__Provided information__:
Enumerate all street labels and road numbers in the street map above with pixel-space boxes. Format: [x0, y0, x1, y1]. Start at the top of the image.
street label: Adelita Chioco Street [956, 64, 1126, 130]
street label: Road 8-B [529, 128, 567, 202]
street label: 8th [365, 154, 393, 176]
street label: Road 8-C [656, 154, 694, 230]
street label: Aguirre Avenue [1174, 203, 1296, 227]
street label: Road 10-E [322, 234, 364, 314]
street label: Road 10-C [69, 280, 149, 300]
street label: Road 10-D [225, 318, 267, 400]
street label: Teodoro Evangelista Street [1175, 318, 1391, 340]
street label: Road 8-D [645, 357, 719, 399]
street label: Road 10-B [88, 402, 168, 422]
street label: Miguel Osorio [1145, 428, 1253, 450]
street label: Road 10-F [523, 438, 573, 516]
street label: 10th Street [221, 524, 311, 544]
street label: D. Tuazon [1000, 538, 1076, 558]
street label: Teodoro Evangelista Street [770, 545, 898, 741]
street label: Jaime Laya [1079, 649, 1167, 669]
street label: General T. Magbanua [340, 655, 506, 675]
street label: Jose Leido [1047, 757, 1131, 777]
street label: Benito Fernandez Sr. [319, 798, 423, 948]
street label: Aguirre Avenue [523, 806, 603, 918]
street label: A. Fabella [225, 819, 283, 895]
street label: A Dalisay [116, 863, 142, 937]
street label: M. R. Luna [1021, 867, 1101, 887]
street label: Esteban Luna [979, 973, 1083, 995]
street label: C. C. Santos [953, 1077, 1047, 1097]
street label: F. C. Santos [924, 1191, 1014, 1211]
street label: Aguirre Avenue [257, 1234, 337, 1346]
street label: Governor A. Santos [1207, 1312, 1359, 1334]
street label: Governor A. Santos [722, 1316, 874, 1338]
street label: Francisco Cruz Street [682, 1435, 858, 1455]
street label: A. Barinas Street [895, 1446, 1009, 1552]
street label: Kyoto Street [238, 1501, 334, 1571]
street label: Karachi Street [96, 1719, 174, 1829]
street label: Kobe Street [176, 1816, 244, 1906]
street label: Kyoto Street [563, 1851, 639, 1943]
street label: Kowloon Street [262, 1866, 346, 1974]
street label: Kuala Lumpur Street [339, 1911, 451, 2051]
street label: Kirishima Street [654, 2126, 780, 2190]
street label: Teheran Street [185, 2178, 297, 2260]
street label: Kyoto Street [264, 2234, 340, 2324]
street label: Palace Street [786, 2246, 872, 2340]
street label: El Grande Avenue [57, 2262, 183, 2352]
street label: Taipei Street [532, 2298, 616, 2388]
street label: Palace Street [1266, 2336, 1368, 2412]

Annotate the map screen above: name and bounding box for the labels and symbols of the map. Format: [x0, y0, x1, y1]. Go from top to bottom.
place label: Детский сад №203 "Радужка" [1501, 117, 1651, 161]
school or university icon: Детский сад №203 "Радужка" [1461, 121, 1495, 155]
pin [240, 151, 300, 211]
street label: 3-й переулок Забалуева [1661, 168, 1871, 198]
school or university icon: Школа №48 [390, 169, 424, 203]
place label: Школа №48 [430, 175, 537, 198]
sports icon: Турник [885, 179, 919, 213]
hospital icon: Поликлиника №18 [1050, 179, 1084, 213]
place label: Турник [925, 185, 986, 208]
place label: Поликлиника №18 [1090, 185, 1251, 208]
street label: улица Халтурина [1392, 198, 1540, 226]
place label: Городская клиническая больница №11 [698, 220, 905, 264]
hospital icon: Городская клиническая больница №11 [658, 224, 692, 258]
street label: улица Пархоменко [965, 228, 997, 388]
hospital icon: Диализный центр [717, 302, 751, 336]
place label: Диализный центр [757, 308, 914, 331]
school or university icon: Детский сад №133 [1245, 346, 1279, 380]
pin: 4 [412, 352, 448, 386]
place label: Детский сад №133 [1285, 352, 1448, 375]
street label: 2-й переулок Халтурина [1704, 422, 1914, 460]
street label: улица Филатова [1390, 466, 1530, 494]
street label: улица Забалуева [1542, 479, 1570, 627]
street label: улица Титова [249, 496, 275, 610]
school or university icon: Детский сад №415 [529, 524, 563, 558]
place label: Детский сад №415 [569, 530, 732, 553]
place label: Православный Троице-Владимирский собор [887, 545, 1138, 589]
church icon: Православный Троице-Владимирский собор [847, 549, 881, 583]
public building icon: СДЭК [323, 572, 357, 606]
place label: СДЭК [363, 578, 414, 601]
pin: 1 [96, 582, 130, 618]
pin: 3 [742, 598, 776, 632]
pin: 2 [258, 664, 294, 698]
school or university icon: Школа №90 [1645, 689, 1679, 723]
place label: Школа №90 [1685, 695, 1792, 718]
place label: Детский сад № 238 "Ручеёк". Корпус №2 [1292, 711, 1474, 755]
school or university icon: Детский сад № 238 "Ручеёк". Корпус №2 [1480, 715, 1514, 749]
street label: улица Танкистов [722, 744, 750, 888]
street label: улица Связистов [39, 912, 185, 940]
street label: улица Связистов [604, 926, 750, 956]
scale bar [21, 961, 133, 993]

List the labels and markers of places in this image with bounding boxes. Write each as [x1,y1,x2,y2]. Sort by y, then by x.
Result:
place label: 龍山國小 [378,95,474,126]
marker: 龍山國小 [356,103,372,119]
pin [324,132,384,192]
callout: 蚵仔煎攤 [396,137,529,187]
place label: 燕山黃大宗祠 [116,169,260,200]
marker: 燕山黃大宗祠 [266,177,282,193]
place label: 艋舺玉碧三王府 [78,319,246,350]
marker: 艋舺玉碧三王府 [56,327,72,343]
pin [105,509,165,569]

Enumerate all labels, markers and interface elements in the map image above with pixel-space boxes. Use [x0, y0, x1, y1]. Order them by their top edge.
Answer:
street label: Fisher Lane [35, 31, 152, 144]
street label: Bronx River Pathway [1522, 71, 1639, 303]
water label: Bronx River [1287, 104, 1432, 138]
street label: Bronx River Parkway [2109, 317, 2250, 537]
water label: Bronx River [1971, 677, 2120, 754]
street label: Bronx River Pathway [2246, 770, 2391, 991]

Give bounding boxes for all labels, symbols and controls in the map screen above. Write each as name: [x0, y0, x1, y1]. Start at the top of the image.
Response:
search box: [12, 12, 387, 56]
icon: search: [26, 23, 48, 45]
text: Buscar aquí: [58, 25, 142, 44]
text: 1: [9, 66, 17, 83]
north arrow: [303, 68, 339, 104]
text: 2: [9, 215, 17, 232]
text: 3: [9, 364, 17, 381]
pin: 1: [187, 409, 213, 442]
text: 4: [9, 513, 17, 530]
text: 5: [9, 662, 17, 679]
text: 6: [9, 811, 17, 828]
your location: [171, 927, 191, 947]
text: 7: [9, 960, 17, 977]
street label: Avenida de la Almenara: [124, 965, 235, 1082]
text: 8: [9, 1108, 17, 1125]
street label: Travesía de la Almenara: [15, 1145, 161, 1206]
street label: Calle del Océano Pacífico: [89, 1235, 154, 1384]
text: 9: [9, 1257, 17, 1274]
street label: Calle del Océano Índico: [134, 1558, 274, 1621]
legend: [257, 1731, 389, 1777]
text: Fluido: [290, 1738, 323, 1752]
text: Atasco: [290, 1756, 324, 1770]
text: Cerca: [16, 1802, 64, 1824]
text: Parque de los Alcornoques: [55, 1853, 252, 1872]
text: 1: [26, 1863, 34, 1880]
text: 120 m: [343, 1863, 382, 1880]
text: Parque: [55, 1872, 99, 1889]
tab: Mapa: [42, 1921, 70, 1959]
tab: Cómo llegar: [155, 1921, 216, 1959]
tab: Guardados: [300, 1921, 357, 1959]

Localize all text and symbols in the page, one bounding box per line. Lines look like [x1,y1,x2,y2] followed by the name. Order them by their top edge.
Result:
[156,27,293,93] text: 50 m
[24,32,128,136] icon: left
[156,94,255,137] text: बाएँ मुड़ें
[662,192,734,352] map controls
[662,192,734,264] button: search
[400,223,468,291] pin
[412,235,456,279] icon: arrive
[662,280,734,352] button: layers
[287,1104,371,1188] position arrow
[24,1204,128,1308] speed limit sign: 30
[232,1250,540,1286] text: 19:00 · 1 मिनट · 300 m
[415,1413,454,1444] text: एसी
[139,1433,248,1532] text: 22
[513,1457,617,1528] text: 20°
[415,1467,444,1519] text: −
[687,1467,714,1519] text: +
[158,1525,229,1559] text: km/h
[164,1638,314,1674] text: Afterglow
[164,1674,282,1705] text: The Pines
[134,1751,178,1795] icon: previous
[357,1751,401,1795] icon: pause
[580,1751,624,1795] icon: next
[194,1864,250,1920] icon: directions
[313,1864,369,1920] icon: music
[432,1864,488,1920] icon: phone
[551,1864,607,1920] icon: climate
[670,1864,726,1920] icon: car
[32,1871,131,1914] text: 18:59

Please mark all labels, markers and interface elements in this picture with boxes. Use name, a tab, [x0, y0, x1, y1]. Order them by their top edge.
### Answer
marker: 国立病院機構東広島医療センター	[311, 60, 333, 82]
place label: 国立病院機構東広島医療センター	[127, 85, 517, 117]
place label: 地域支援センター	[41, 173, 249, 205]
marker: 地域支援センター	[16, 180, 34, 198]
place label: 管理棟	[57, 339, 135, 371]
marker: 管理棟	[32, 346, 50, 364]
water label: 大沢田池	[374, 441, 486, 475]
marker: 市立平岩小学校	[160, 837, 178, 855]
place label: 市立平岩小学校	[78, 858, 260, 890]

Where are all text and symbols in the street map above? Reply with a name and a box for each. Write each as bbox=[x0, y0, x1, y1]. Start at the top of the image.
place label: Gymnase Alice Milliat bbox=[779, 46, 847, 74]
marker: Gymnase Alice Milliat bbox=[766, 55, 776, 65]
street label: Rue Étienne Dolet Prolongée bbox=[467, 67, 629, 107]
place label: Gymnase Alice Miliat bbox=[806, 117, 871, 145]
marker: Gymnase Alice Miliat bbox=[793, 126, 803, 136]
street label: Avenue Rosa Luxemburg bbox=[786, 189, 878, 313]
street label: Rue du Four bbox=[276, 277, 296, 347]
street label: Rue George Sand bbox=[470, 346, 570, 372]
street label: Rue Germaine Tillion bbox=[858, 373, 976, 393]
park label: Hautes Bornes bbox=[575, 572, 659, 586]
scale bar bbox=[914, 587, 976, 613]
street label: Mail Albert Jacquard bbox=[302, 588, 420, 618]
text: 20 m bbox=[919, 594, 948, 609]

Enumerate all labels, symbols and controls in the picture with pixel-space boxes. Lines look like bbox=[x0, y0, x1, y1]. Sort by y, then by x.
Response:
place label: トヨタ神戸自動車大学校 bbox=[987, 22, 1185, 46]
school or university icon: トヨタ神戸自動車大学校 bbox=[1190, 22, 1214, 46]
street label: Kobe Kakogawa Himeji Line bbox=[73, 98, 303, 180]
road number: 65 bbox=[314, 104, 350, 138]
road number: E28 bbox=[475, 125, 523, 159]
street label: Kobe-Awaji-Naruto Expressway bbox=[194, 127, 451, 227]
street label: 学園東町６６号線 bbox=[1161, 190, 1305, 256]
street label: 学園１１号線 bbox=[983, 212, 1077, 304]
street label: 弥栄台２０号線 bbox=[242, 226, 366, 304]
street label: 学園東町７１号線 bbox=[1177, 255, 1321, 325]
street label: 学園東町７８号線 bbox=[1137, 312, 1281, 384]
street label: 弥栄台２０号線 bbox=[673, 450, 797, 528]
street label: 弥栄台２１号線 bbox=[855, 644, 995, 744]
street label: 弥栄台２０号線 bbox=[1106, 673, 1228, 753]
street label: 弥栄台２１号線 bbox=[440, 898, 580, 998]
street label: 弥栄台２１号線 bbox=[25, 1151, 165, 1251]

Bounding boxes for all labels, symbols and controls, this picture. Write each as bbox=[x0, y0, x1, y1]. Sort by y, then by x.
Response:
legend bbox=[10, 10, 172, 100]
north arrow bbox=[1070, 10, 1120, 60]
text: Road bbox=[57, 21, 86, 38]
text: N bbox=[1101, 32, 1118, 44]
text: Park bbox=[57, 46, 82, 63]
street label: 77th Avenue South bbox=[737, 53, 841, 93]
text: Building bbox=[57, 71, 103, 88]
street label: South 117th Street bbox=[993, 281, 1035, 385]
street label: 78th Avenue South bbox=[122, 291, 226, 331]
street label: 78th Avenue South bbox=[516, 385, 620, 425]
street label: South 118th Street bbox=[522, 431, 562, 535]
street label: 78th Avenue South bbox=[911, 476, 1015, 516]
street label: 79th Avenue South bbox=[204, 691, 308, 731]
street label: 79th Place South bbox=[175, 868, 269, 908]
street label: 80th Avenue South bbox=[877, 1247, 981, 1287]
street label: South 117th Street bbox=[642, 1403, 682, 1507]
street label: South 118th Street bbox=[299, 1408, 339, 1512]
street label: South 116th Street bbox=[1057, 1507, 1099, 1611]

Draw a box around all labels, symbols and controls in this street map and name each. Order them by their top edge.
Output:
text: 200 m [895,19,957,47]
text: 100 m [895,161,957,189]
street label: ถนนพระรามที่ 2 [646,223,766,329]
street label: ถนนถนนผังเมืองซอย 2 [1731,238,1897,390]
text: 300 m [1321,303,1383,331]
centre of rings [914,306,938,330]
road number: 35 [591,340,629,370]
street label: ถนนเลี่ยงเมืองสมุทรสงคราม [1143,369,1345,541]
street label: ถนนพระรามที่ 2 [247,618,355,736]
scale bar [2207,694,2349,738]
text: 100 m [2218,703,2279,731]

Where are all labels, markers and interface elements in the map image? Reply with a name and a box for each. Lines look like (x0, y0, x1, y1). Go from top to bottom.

__What to produce__: Here the output must be the lines above from the line with "Enumerate all labels, markers" to the line with "Give bounding boxes", both included, duplicated word for word and nothing else.

__Result of this task__:
Enumerate all labels, markers and interface elements in the map image above with pixel-space boxes. Use [x0, y0, x1, y1]. Order them by their top edge.
Answer:
street label: Fisher Lane [35, 31, 152, 144]
street label: Bronx River Pathway [1522, 71, 1639, 303]
water label: Bronx River [1287, 104, 1432, 138]
street label: Bronx River Parkway [2109, 317, 2250, 537]
water label: Bronx River [1971, 677, 2120, 754]
street label: Bronx River Pathway [2246, 770, 2391, 991]

Give bounding boxes for all labels, symbols and controls in the map screen above. Write each as name: [x0, y0, x1, y1]. Start at the top of the image.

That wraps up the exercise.